Ignoring the lawyer, Rodarte kept his eyes on Hunnicutt. “When did Burkett call you? Yesterday? Last night?”
Hunnicutt said nothing.
“Obviously you admire him, but he’s no hero. Yesterday he made a bunch of calls to area families named Ruiz. I had cops calling those same families, searching for clues into the disappearance of Manuelo Ruiz, who we believe witnessed Foster Speakman’s murder. We compared notes. Same phone number showed up on several caller IDs. We traced that number to a fleabag motel out on 635. I’ve got men staking out the place, waiting for him to slink back to where his stuff’s at.
“And when he does, I’m going to put him through the wringer. Your name’s bound to come up. He’ll give you up, Hunnicutt. Burkett doesn’t have friends, only people he uses then shits on. He has loyalty to no one except himself. You talk to me now or face indictment later.”
Rodarte paused, took a breath. “Now, where is he? If you know, and you don’t tell me, you’re obstructing justice.
Where is he?
”
Hunnicutt calmly lit a cigarette. “You sure you couldn’t use a Dr Pepper?”
Rodarte banged his fist on Hunnicutt’s desk. “Tell me, goddammit!”
“Detective Rodarte, you’re harassing my client,” McAlister said.
Rodarte stood up and leaned far across Hunnicutt’s desk, thrusting his face close. “I can get your phone records for this place, prove he called here.”
“You’d need a search warrant,” the lawyer said. “I doubt any judge in the county would grant you one for such a flimsy reason, but if one did, and if you found a number belonging to Mr. Burkett on those records, it still wouldn’t prove that he spoke with Mr. Hunnicutt.

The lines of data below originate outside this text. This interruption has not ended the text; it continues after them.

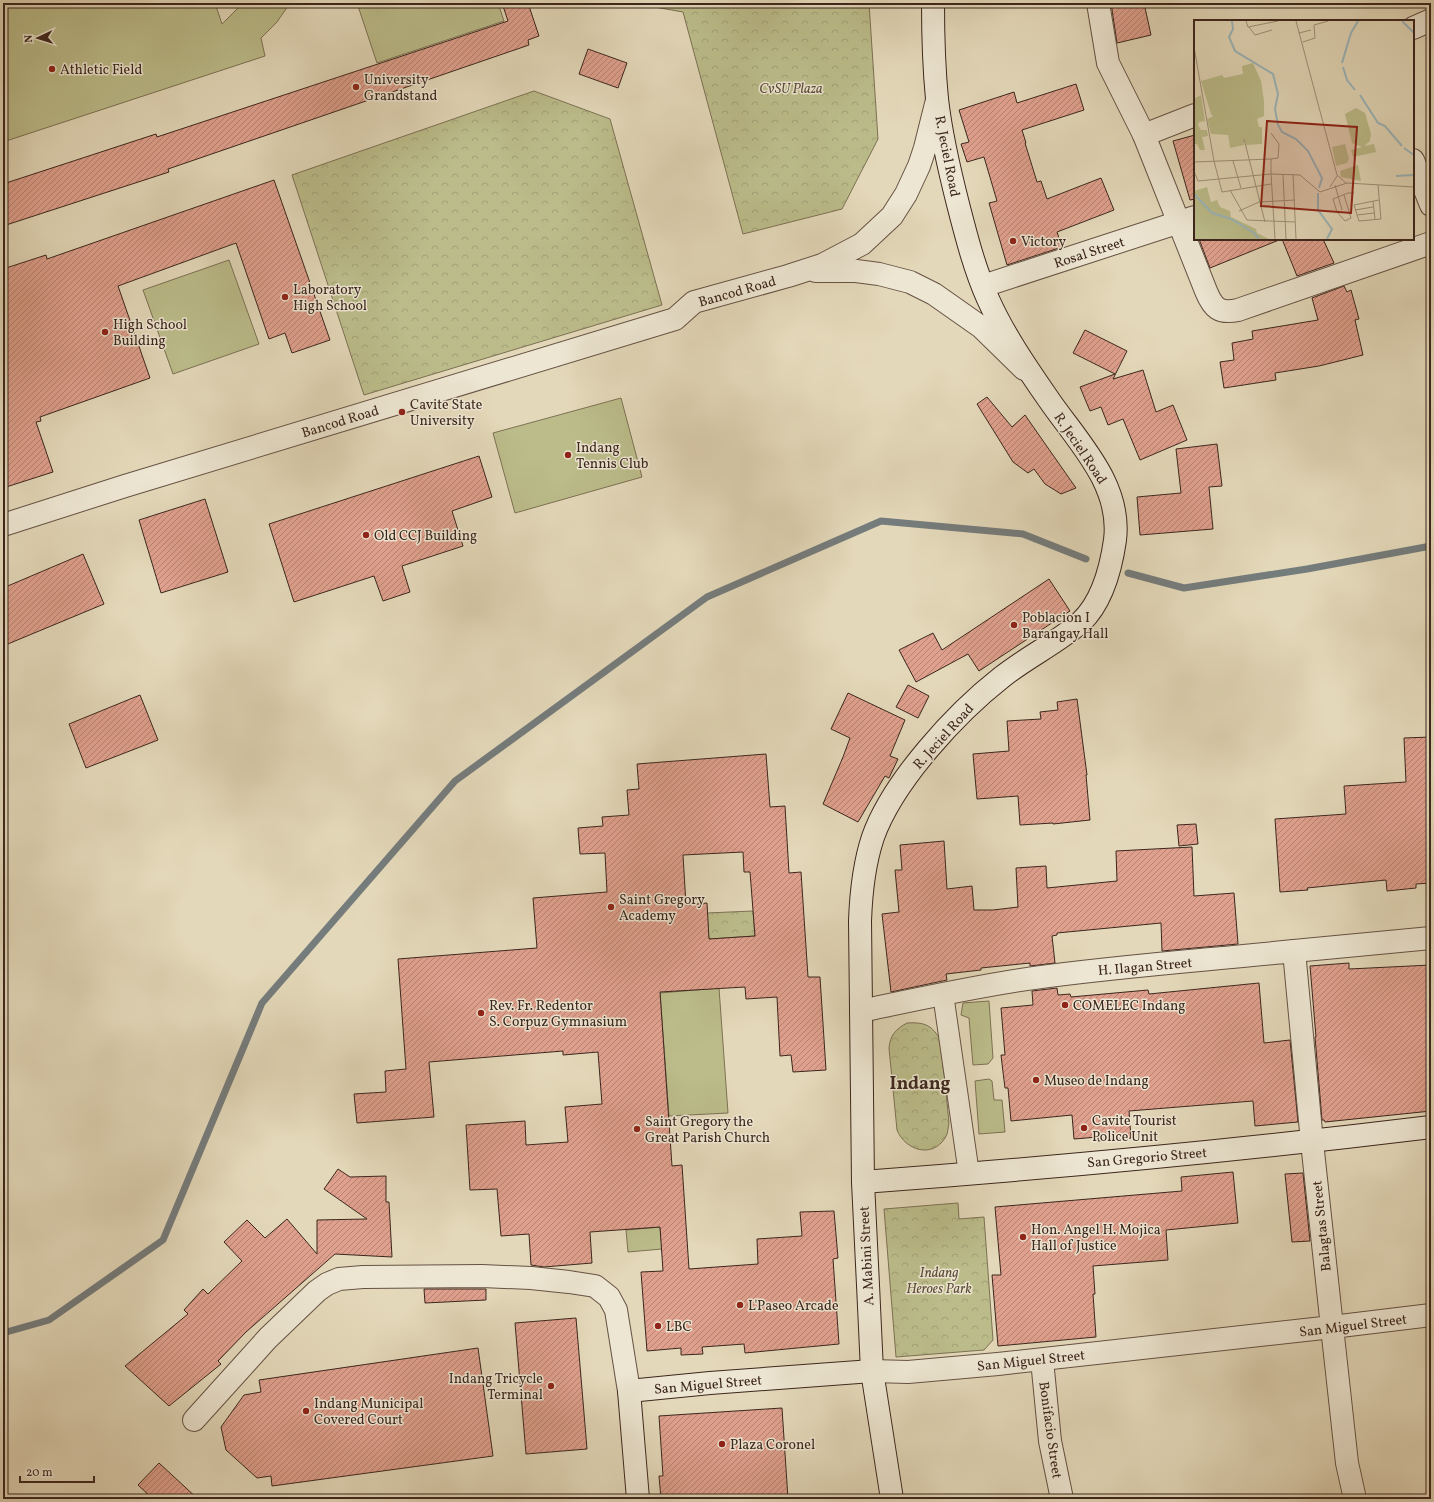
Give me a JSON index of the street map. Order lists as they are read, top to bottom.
{
  "streets": {
    "street": [
      "R. Jeciel Road",
      "Rosal Street",
      "Bancod Road",
      "H. Ilagan Street",
      "San Gregorio Street",
      "Balagtas Street",
      "A. Mabini Street",
      "San Miguel Street",
      "Bonifacio Street"
    ]
  },
  "crossings": [
    ["R. Jeciel Road", "Rosal Street"],
    ["R. Jeciel Road", "Bancod Road"],
    ["R. Jeciel Road", "H. Ilagan Street"],
    ["R. Jeciel Road", "A. Mabini Street"],
    ["H. Ilagan Street", "Balagtas Street"],
    ["H. Ilagan Street", "A. Mabini Street"],
    ["San Gregorio Street", "Balagtas Street"],
    ["San Gregorio Street", "A. Mabini Street"],
    ["Balagtas Street", "San Miguel Street"],
    ["A. Mabini Street", "San Miguel Street"],
    ["San Miguel Street", "Bonifacio Street"]
  ],
  "districts": ["Indang"],
  "parks": ["CvSU Plaza", "Indang Heroes Park"],
  "places": [
    "Athletic Field",
    "University Grandstand",
    "Victory",
    "Laboratory High School",
    "High School Building",
    "Cavite State University",
    "Indang Tennis Club",
    "Old CCJ Building",
    "Poblacion I Barangay Hall",
    "Saint Gregory Academy",
    "COMELEC Indang",
    "Rev. Fr. Redentor S. Corpuz Gymnasium",
    "Museo de Indang",
    "Cavite Tourist Police Unit",
    "Saint Gregory the Great Parish Church",
    "Hon. Angel H. Mojica Hall of Justice",
    "L'Paseo Arcade",
    "LBC",
    "Indang Tricycle Terminal",
    "Indang Municipal Covered Court",
    "Plaza Coronel"
  ],
  "scale_bar": "20 m",
  "north": "left"
}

“How many calls a day do you estimate come into this busy car dealership? Hundreds, right? My client can’t be responsible for any of them. And if you did manage to prove that my client talked to Mr. Burkett, that doesn’t prove that he provided him a car or assisted him in any way.”
Rodarte, still ignoring the attorney, glared into Hunnicutt’s guileless face.
“I think you’ve run out of ammunition to back up your threats, Mr. Rodarte.” Hunnicutt placed his cigarette in the hollow belly of his armadillo-shaped ashtray and stood up. He moved to his office door and opened it.
Rodarte disregarded the blatant suggestion that he leave. He asked, “How’d Burkett get the key to that car if you didn’t give it to him?”
Hunnicutt yelled through the open doorway, “Sweetheart, come on in here a sec.”
The receptionist who’d ushered Rodarte in reappeared, asking brightly, “Did he change his mind about the coffee?”
“What’s my pet peeve?” Hunnicutt asked her. “What do I get onto the salespeople about more than anything?”
“Letting customers leave without buying a car.”
Hunnicutt boomed a laugh. “Second to that.”
“Leaving the keys under the floor mats.”
“Thank you, honey.”
She left, and Hunnicutt turned back to Rodarte. “Leaving the keys under the floor mats. They do it for convenience’s sake, always meaning to go back later and properly lock the cars they’ve taken out on demonstration drives. They plan to go back when they don’t have customers stacked up. But—thank God, and I ain’t complaining—sometimes they’ve got customers waiting. So they just slide the ignition key under the mat. Then they get distracted or busy and forget.” He shrugged his burly shoulders. “I chew ass about it all the time, but what can you do? They’re selling cars like hotcakes.”